Cut Bones and The Acheulean Handaxe
Cut Bones and The Acheulean Handaxe
Published on August 17th, 2010 @ 01:41:57 pm , using 393 words, 471 views
I recently read a 2009 paper titled Cooperative hunting and meat sharing 400-200 kya at Qesem Cave, Israel.1 For me the title was a little misleading because the paper primarily reported on the cut marks on 38 shattered long bones fragments from the Lower Paleolithic in Qesem Cave. Of great interest to me was the finding the authors called cut-mark “disorder.” Basically, the authors were saying the cut marks from the Lower were not as parallel to each other as the ones on the Middle and Upper Paleolithic bone fragments. The authors write:
| “Cut-mark orientations in the Qesem faunas are indeed more chaotic than in later periods. The diverse cut-mark orientation at Qesem suggest that butchering postures, or the ways of holding a body part while cutting away the meat, may have been more varied as well. The cut-mark patterns on the Middle and Upper Paleolithic samples exhibit great regularity, with more consistent orientation of cut marks over small area of bone.” |
So besides both occurring in the Lower Paleolithic, what is the connection between this cut-mark “disorder” and handaxes? To answer this question I point the reader to The Acheulean Handaxe paper I wrote in 2006. In this paper I proposed the handaxe was a large flake core, the by-product of flake extraction, and not a desired end-product. Additionally, because of its width-thickness ratio and large size, I wrote:
| “Homo erectus did not select small cores from which to extract flakes (make handaxes).

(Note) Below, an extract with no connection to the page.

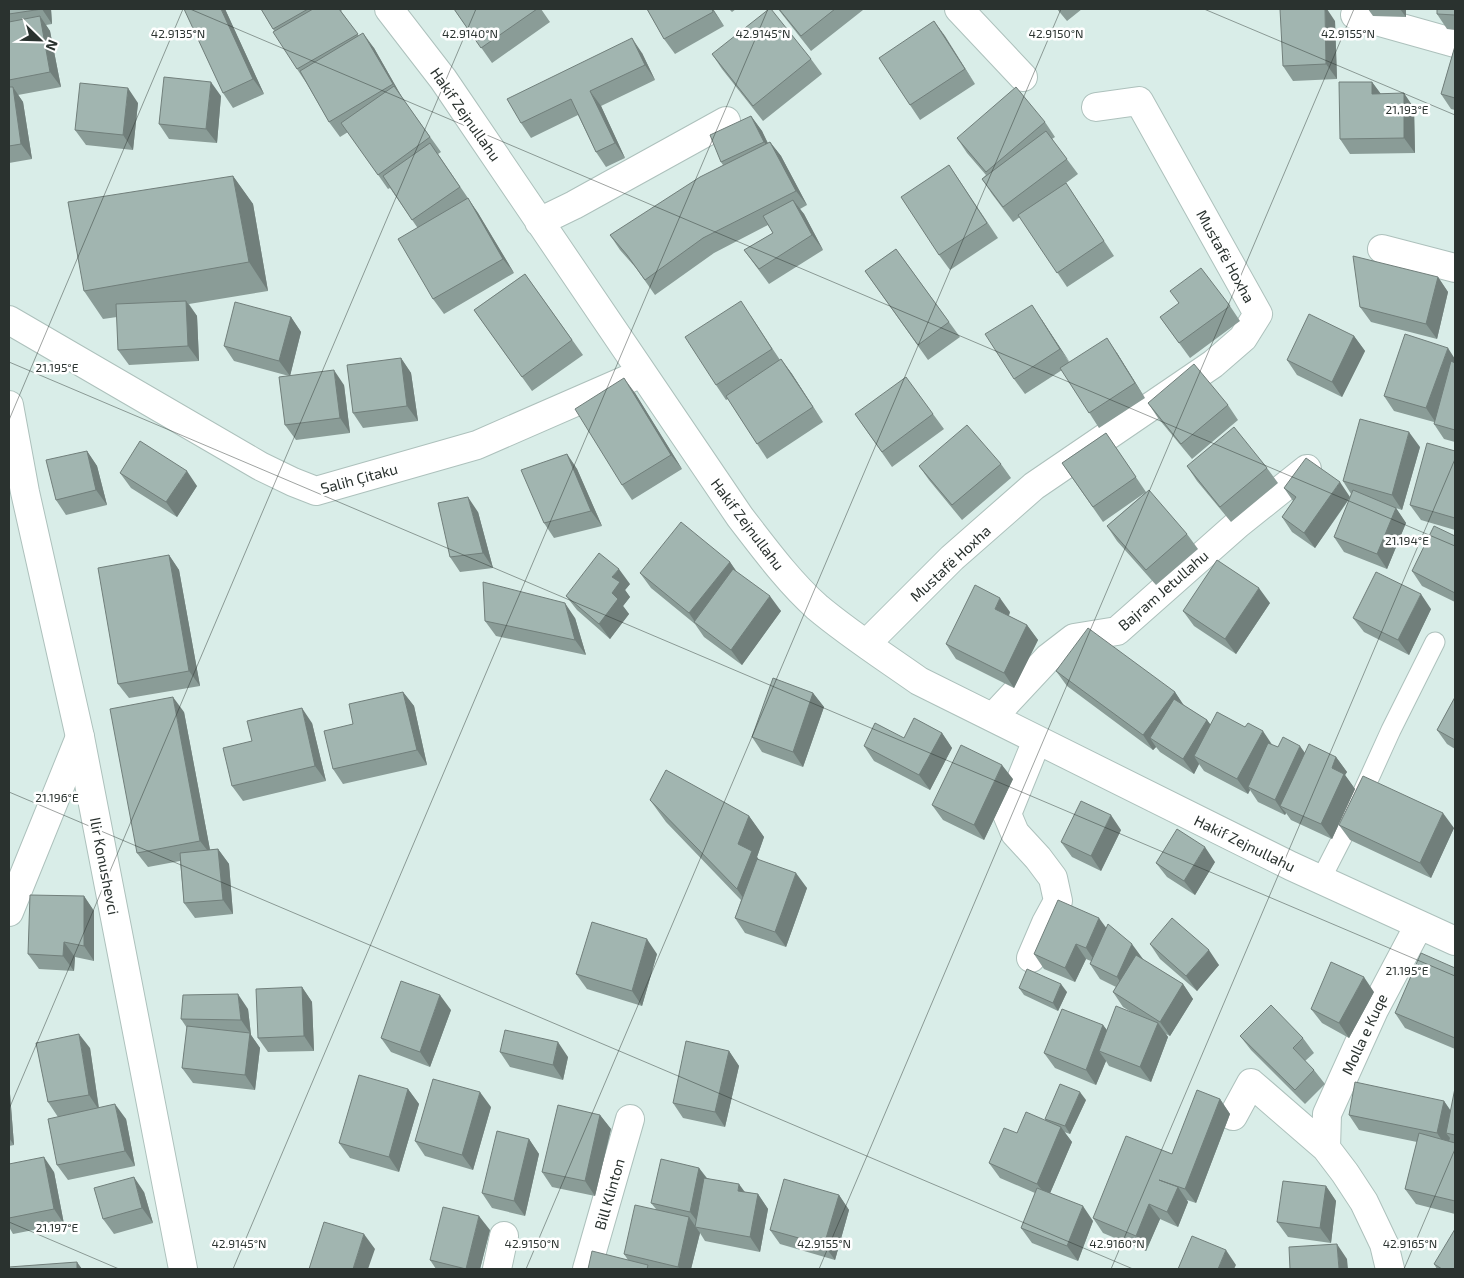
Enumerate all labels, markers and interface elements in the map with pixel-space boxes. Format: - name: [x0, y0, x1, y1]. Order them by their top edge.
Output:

I propose he chose large cores because he did not have the manual dexterity to externally support them and, therefore, he had to rely on the inertial support.” |
I know that most anthropologist believe the large handaxe is a cultural phenomenon and would see no relationship between it and this cut-mark “disorder.” That said, to me they represent the same thing, the lack of the manual dexterity that we modern humans have. Manual dexterity means not only thumb and fingers, but also eye and brain involvement.
1 – Stiner, Mary C., Ran Barkai, and Avi Gopher. 2009. Cooperative hunting and meat sharing 400—200 kya at Qesem Cave, Israel. PNAS 106(32) 13207-13212.